Segment Open

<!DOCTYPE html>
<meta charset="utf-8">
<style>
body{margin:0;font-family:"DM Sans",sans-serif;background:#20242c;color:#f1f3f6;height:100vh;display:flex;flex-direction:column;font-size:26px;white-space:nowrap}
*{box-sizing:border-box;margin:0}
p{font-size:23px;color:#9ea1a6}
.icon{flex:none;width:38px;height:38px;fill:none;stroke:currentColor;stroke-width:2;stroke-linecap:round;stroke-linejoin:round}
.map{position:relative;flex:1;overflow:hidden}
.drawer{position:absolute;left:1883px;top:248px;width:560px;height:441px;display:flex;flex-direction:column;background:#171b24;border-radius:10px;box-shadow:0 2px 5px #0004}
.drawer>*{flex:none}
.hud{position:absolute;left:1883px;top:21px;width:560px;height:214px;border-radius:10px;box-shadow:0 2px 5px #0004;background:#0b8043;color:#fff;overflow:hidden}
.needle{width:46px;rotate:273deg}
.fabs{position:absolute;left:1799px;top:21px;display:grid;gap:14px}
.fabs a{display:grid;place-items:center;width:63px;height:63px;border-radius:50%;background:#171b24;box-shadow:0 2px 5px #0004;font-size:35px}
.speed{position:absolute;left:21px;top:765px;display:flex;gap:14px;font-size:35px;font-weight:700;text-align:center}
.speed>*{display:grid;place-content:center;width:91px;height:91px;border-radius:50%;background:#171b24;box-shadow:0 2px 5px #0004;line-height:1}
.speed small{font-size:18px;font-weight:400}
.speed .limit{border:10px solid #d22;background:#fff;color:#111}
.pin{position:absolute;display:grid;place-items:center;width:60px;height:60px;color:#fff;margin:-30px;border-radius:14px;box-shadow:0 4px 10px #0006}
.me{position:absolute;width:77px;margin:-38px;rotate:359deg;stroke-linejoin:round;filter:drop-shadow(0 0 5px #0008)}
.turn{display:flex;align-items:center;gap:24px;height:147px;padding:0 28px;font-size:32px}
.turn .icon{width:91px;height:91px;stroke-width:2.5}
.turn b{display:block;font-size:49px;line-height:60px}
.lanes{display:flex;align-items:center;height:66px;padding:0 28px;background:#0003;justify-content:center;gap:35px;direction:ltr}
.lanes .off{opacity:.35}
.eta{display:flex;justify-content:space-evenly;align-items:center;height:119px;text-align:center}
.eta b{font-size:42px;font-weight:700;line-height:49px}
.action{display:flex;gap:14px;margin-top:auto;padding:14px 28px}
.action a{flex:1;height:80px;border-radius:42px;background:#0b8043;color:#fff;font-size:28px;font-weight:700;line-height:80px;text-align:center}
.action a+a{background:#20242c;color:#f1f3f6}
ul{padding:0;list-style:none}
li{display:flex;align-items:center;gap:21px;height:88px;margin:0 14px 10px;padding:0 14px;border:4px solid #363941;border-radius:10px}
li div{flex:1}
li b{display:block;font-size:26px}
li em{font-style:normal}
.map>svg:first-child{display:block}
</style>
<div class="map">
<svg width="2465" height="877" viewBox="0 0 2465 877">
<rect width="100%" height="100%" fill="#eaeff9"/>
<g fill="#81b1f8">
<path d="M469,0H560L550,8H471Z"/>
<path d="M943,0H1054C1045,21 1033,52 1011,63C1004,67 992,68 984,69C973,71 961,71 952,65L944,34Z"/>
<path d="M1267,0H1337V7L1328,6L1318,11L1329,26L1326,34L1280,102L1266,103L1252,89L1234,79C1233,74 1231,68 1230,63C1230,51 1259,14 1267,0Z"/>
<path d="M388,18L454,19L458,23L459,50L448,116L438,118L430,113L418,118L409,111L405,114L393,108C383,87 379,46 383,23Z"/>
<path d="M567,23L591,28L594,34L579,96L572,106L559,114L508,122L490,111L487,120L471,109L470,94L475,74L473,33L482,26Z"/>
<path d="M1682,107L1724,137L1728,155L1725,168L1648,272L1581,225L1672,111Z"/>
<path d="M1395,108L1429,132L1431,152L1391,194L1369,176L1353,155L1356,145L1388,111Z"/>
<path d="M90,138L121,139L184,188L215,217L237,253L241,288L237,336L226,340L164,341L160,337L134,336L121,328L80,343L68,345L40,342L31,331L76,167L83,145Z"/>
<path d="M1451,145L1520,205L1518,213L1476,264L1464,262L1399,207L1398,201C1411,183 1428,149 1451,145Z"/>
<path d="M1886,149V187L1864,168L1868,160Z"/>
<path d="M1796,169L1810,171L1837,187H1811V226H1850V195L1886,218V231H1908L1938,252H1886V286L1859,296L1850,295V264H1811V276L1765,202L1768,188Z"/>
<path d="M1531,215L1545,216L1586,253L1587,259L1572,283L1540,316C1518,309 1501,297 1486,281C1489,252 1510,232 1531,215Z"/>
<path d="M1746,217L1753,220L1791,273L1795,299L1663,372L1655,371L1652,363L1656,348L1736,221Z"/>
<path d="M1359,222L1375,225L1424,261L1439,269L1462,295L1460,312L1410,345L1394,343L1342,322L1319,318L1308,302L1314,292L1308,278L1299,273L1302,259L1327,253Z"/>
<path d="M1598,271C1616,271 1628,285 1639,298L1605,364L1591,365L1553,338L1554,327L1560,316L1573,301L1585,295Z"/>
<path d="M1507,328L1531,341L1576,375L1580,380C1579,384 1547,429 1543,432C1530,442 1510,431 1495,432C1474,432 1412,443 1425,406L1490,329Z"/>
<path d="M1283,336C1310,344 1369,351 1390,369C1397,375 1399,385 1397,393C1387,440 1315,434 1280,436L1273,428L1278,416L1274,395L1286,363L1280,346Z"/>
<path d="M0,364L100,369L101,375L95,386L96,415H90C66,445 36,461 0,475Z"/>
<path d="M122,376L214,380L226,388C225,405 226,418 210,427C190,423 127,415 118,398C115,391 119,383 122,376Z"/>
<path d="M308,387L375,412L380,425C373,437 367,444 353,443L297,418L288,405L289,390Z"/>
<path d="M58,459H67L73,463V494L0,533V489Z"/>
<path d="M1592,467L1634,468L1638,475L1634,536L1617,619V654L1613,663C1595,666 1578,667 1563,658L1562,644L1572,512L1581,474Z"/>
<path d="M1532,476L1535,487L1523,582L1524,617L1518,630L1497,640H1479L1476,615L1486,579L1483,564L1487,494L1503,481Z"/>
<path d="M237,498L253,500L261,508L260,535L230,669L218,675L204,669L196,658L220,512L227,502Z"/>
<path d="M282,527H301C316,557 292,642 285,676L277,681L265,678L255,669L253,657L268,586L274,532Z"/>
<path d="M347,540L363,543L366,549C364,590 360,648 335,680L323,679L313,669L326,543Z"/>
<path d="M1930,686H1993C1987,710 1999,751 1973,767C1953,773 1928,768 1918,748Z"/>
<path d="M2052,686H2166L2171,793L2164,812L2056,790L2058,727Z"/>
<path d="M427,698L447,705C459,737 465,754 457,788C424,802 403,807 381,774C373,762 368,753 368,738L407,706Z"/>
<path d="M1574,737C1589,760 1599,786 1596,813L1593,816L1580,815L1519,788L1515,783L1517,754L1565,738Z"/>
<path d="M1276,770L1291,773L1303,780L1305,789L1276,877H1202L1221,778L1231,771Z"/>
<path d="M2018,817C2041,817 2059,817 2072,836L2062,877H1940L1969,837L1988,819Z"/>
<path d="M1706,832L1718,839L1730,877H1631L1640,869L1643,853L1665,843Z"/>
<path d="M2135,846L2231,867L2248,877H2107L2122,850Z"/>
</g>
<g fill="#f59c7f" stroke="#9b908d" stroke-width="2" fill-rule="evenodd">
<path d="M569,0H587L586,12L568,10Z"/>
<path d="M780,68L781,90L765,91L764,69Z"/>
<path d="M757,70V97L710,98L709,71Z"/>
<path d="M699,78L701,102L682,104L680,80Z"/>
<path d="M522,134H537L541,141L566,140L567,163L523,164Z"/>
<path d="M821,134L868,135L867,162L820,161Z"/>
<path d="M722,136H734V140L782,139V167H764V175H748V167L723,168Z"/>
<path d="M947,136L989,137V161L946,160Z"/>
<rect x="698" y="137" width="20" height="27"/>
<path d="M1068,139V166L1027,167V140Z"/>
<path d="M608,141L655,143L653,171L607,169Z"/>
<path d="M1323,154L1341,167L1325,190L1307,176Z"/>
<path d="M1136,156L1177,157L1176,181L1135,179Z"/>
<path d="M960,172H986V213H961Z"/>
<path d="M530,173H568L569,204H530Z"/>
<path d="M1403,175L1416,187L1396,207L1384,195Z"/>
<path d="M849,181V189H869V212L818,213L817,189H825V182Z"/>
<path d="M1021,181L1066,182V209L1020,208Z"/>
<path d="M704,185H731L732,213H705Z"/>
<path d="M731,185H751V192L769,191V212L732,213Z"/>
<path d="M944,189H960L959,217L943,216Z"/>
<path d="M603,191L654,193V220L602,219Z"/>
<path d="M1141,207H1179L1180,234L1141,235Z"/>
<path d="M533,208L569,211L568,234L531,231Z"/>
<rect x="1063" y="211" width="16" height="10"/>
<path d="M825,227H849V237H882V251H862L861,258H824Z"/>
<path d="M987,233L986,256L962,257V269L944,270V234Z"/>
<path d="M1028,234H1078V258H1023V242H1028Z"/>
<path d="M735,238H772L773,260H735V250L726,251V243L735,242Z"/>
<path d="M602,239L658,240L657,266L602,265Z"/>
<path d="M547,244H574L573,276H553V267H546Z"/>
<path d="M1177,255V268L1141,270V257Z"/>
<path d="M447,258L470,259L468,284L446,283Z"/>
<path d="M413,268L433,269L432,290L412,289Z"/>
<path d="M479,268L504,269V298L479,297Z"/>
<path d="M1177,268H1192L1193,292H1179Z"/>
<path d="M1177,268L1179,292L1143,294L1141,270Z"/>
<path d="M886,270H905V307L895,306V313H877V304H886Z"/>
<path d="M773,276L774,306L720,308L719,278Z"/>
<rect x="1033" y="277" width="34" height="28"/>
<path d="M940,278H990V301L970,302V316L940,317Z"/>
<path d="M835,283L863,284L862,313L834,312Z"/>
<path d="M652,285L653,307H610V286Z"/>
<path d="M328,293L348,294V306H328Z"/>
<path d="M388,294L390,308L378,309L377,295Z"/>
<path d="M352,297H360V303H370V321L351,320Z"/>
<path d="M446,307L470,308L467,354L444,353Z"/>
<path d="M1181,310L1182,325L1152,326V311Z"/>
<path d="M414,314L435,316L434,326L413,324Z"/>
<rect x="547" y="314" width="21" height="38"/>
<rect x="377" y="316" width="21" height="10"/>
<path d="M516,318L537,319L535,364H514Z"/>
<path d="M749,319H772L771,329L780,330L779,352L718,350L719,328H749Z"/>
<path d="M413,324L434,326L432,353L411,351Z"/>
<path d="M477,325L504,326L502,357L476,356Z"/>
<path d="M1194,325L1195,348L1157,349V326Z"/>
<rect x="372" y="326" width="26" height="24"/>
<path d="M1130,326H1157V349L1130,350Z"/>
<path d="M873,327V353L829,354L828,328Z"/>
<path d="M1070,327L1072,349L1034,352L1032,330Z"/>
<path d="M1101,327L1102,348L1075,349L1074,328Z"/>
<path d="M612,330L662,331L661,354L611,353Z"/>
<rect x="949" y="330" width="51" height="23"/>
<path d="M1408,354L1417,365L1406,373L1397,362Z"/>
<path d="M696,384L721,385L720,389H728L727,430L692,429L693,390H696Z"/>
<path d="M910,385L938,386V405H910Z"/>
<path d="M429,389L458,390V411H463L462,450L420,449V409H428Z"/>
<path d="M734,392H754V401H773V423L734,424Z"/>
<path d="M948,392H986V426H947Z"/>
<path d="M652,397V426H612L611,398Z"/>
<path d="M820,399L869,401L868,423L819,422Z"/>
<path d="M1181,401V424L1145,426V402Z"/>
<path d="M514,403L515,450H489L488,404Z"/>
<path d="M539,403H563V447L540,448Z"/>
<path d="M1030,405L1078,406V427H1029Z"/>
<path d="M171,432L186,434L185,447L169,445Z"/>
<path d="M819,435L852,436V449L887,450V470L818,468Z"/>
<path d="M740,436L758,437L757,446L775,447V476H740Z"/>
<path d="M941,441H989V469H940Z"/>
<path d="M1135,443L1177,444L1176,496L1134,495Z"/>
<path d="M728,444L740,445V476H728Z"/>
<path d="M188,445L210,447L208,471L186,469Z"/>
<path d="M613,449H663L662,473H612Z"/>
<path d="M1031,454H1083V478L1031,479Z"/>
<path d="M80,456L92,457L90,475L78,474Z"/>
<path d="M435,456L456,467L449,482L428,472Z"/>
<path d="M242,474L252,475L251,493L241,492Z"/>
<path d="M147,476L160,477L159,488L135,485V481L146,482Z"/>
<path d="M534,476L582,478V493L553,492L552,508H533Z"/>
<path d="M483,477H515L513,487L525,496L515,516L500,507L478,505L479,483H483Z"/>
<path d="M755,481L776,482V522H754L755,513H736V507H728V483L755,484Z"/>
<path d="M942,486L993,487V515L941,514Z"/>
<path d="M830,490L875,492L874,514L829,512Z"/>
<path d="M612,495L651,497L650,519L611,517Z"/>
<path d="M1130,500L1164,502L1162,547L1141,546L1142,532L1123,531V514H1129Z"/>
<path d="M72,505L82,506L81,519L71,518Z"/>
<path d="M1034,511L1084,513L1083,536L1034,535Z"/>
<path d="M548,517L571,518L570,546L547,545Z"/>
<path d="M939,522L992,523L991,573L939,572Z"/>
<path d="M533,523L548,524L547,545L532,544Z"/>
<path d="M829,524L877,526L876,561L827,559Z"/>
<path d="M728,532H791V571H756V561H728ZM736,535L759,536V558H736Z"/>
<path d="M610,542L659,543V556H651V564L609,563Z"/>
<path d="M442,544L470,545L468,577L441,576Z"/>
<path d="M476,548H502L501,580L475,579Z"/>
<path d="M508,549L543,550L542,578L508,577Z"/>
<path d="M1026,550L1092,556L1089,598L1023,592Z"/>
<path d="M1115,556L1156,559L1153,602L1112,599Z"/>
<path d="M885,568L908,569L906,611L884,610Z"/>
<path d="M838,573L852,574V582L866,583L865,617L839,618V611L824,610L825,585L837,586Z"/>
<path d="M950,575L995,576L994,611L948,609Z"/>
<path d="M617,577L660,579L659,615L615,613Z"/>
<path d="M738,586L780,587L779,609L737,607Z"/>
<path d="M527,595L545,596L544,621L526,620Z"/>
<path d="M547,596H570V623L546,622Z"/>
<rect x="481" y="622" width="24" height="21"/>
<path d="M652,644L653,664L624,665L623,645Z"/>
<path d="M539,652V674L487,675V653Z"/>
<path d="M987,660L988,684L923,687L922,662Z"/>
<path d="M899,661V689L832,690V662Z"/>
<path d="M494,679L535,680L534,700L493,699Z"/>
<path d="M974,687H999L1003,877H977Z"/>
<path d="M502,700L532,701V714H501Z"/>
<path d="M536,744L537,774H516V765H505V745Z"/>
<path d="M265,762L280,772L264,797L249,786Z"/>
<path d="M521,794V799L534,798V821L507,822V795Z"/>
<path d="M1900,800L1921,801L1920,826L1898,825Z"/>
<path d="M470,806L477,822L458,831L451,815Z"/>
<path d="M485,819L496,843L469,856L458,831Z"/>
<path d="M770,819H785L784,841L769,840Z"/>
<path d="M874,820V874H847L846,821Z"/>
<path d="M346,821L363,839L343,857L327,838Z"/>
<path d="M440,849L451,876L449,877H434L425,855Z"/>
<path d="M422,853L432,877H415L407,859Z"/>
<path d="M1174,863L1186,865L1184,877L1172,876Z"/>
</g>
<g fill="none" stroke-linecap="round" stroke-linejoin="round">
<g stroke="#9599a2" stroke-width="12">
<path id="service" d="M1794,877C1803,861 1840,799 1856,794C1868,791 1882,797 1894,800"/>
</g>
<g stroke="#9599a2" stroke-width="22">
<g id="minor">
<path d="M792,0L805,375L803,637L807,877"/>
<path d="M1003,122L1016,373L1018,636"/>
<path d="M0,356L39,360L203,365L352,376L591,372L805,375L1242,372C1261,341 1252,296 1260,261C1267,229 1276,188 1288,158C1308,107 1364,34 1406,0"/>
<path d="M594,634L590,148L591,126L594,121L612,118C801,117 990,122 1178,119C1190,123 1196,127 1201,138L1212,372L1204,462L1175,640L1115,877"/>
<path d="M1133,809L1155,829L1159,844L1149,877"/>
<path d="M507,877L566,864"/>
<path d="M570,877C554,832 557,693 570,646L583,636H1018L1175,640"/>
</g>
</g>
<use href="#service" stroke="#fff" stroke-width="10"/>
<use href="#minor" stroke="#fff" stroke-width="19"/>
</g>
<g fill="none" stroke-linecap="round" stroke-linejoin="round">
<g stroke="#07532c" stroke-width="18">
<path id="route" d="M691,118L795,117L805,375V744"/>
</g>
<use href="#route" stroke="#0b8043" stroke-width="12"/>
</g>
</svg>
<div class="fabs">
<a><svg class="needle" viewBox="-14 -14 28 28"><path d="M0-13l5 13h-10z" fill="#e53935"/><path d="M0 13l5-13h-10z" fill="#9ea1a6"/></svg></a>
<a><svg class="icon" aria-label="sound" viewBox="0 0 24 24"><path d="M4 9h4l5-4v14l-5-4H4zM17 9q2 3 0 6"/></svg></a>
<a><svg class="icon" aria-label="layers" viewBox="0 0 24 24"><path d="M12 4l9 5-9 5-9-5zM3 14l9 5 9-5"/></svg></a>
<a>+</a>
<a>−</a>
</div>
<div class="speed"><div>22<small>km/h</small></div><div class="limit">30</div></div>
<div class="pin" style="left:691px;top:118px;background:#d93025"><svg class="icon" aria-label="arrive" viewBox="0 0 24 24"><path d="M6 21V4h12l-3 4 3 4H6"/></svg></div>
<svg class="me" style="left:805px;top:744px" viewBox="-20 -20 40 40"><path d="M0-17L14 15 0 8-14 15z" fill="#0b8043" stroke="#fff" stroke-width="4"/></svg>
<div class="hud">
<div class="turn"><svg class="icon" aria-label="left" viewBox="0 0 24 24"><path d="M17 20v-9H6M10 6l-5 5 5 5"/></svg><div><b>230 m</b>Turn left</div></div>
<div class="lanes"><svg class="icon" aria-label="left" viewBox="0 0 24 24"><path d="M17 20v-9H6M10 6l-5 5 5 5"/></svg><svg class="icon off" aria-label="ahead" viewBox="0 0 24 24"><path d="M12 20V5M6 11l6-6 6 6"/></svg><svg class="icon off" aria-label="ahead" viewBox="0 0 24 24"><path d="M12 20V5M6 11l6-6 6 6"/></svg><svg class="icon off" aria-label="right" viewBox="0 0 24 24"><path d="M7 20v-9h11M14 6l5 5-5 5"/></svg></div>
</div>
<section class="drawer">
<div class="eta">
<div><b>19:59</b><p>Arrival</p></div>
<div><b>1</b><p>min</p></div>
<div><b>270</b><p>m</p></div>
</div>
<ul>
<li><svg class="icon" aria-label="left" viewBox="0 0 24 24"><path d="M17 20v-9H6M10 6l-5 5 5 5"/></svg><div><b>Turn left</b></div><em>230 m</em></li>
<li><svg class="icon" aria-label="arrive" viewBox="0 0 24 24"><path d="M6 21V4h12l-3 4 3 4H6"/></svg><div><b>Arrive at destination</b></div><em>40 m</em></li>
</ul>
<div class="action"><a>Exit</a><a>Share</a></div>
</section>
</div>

Segment Closed

• [WHAT IS REQUIRED]: Go through the material and select each line with the string "place" in it.

• [YOUR RESPONSE]:
.fabs a{display:grid;place-items:center;width:63px;height:63px;border-radius:50%;background:#171b24;box-shadow:0 2px 5px #0004;font-size:35px}
.speed>*{display:grid;place-content:center;width:91px;height:91px;border-radius:50%;background:#171b24;box-shadow:0 2px 5px #0004;line-height:1}
.pin{position:absolute;display:grid;place-items:center;width:60px;height:60px;color:#fff;margin:-30px;border-radius:14px;box-shadow:0 4px 10px #0006}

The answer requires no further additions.